THE INPUT START
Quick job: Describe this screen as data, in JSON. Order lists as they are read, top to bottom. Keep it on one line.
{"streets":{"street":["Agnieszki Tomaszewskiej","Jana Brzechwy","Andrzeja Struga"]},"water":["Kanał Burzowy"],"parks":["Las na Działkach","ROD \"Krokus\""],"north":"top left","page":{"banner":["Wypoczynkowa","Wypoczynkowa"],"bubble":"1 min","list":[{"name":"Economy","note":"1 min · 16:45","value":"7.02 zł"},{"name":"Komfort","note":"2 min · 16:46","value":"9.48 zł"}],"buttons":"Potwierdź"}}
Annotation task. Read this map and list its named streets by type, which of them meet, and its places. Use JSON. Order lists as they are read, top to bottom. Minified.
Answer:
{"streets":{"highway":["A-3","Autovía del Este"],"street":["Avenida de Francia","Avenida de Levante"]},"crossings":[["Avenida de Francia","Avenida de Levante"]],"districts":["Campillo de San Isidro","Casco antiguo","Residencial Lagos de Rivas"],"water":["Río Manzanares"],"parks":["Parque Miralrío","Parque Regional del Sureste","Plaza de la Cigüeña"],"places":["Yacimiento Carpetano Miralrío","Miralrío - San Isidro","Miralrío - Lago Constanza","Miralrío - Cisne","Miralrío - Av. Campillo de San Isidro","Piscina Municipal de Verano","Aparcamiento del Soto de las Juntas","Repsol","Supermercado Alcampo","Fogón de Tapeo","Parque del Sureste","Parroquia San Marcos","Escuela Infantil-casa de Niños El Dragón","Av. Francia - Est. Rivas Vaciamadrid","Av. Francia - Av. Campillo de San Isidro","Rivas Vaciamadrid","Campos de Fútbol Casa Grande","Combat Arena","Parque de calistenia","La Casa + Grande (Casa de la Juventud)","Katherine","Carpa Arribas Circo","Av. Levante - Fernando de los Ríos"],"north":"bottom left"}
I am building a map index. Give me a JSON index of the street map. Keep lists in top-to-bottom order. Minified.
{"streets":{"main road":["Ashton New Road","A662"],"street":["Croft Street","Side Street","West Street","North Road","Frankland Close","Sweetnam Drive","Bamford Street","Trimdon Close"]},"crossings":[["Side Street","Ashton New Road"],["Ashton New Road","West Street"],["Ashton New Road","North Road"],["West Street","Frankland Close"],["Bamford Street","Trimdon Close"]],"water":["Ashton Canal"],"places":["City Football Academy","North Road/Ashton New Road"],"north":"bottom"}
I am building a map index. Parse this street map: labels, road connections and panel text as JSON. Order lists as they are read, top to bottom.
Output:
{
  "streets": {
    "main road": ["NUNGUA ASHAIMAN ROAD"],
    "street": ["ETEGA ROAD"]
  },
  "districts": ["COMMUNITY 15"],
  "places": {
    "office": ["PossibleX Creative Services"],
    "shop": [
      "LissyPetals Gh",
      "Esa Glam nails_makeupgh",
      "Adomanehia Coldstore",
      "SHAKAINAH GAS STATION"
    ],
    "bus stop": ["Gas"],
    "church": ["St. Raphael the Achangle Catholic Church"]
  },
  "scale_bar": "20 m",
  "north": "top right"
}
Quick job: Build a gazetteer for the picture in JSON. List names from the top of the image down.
THE INPUT END
In the answer, the listing above should be restated word for word.

Quick job: Describe this screen as data, in JSON. Order lists as they are read, top to bottom. Keep it on one line.
{"streets":{"street":["Agnieszki Tomaszewskiej","Jana Brzechwy","Andrzeja Struga"]},"water":["Kanał Burzowy"],"parks":["Las na Działkach","ROD \"Krokus\""],"north":"top left","page":{"banner":["Wypoczynkowa","Wypoczynkowa"],"bubble":"1 min","list":[{"name":"Economy","note":"1 min · 16:45","value":"7.02 zł"},{"name":"Komfort","note":"2 min · 16:46","value":"9.48 zł"}],"buttons":"Potwierdź"}}
Annotation task. Read this map and list its named streets by type, which of them meet, and its places. Use JSON. Order lists as they are read, top to bottom. Minified.
Answer:
{"streets":{"highway":["A-3","Autovía del Este"],"street":["Avenida de Francia","Avenida de Levante"]},"crossings":[["Avenida de Francia","Avenida de Levante"]],"districts":["Campillo de San Isidro","Casco antiguo","Residencial Lagos de Rivas"],"water":["Río Manzanares"],"parks":["Parque Miralrío","Parque Regional del Sureste","Plaza de la Cigüeña"],"places":["Yacimiento Carpetano Miralrío","Miralrío - San Isidro","Miralrío - Lago Constanza","Miralrío - Cisne","Miralrío - Av. Campillo de San Isidro","Piscina Municipal de Verano","Aparcamiento del Soto de las Juntas","Repsol","Supermercado Alcampo","Fogón de Tapeo","Parque del Sureste","Parroquia San Marcos","Escuela Infantil-casa de Niños El Dragón","Av. Francia - Est. Rivas Vaciamadrid","Av. Francia - Av. Campillo de San Isidro","Rivas Vaciamadrid","Campos de Fútbol Casa Grande","Combat Arena","Parque de calistenia","La Casa + Grande (Casa de la Juventud)","Katherine","Carpa Arribas Circo","Av. Levante - Fernando de los Ríos"],"north":"bottom left"}
I am building a map index. Give me a JSON index of the street map. Keep lists in top-to-bottom order. Minified.
{"streets":{"main road":["Ashton New Road","A662"],"street":["Croft Street","Side Street","West Street","North Road","Frankland Close","Sweetnam Drive","Bamford Street","Trimdon Close"]},"crossings":[["Side Street","Ashton New Road"],["Ashton New Road","West Street"],["Ashton New Road","North Road"],["West Street","Frankland Close"],["Bamford Street","Trimdon Close"]],"water":["Ashton Canal"],"places":["City Football Academy","North Road/Ashton New Road"],"north":"bottom"}
I am building a map index. Parse this street map: labels, road connections and panel text as JSON. Order lists as they are read, top to bottom.
Output:
{
  "streets": {
    "main road": ["NUNGUA ASHAIMAN ROAD"],
    "street": ["ETEGA ROAD"]
  },
  "districts": ["COMMUNITY 15"],
  "places": {
    "office": ["PossibleX Creative Services"],
    "shop": [
      "LissyPetals Gh",
      "Esa Glam nails_makeupgh",
      "Adomanehia Coldstore",
      "SHAKAINAH GAS STATION"
    ],
    "bus stop": ["Gas"],
    "church": ["St. Raphael the Achangle Catholic Church"]
  },
  "scale_bar": "20 m",
  "north": "top right"
}
Quick job: Build a gazetteer for the picture in JSON. List names from the top of the image down.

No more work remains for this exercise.